*** Available records Section Begins ***
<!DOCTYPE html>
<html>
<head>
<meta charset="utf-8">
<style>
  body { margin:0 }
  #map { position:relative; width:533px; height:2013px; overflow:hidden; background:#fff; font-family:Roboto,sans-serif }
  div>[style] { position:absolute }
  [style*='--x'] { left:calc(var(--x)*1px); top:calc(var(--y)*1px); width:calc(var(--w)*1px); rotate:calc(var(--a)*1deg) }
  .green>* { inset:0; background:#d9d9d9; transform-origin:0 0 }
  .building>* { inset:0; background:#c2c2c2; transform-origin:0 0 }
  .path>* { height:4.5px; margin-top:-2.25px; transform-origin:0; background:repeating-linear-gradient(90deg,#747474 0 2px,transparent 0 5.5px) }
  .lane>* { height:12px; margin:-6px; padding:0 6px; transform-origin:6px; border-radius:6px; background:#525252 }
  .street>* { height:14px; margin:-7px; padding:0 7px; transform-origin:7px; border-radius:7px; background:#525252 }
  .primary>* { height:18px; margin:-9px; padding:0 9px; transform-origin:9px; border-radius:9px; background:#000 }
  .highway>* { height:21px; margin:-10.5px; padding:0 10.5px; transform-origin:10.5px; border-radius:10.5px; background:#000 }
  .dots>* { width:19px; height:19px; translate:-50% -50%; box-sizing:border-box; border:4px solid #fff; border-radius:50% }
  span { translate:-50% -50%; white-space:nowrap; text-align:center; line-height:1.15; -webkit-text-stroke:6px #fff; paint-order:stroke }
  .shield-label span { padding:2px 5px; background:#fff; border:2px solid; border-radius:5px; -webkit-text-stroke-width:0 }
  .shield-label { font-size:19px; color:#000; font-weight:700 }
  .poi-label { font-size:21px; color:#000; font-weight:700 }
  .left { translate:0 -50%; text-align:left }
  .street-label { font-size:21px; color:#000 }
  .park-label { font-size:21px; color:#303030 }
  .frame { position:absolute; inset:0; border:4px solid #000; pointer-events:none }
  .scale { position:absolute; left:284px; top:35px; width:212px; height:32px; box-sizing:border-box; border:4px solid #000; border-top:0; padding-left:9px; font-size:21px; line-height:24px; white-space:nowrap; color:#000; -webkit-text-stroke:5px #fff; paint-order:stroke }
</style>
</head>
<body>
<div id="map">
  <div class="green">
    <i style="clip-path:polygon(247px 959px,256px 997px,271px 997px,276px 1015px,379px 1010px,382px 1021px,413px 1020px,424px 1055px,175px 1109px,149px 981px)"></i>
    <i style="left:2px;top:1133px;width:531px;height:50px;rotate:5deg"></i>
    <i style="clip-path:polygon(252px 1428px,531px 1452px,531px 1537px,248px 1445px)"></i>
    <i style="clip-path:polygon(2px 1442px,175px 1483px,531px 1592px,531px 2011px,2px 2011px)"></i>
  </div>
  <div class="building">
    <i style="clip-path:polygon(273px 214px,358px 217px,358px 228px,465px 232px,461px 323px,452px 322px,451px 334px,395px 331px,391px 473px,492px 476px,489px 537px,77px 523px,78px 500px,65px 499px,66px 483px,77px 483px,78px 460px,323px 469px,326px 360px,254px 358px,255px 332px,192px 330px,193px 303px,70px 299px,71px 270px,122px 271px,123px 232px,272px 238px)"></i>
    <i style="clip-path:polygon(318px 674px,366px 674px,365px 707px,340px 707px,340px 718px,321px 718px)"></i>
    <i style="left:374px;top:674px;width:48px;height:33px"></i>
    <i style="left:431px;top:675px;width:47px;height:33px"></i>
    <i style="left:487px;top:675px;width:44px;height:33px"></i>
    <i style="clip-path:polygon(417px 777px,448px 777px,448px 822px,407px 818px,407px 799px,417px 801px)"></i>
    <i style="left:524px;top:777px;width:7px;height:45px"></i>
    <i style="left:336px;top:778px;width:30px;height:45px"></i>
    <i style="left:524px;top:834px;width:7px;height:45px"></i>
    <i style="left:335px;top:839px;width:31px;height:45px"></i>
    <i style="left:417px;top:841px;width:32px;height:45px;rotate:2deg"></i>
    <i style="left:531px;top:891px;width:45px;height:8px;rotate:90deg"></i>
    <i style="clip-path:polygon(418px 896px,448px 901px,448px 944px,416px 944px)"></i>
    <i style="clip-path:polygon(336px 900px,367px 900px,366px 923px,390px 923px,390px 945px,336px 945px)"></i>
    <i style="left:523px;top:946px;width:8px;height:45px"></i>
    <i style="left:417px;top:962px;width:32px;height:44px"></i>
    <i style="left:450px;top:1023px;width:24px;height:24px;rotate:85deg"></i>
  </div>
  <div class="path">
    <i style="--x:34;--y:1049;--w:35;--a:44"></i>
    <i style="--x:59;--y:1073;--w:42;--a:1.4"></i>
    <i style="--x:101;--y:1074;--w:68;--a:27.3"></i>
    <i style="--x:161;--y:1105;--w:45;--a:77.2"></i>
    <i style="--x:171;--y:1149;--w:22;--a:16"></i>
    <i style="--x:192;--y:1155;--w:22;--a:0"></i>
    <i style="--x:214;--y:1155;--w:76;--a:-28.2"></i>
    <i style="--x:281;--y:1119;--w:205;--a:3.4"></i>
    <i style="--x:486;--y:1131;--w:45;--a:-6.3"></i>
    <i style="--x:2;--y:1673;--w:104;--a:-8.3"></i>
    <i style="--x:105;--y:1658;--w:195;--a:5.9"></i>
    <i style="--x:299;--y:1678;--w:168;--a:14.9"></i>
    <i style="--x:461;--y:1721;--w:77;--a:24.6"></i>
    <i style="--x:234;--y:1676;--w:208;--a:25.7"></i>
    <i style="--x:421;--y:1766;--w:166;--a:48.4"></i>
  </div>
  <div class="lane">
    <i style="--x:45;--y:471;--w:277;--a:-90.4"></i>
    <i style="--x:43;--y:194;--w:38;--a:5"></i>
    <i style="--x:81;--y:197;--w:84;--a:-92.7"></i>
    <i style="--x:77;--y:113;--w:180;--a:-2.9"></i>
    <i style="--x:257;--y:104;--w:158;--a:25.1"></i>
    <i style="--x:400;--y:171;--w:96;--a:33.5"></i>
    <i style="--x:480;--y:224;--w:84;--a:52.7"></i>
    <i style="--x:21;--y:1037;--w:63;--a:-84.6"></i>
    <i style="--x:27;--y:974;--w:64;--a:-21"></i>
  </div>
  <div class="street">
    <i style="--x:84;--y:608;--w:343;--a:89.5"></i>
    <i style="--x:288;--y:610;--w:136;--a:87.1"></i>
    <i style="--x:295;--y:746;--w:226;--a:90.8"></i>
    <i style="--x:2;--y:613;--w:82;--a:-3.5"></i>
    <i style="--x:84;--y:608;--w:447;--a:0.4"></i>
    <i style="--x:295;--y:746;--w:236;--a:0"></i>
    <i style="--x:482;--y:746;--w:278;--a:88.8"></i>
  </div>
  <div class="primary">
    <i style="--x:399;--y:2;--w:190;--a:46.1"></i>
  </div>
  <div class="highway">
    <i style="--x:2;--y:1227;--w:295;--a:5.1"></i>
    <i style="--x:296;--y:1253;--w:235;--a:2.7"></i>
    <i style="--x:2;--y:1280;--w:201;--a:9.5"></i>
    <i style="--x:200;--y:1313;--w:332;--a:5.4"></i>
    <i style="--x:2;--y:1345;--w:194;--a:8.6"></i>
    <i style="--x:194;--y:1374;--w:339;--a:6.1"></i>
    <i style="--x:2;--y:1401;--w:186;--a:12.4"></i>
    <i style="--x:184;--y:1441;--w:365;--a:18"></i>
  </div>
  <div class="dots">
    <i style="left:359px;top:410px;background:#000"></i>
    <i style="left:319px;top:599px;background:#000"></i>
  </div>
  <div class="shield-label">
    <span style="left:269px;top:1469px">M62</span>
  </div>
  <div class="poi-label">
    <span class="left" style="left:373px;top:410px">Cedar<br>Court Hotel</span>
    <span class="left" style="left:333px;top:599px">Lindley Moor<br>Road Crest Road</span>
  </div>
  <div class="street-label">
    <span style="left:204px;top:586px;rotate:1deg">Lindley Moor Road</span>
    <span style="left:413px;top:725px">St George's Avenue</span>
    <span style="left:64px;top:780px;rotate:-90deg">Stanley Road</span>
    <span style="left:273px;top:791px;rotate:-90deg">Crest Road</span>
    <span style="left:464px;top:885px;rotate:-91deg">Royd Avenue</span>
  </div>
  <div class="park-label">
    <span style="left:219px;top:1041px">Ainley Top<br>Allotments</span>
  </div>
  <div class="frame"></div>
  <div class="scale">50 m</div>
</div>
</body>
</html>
*** Available records Section Ends ***
In the data above, tally the lines holding "weight" and answer with the figure only.

Final answer: 2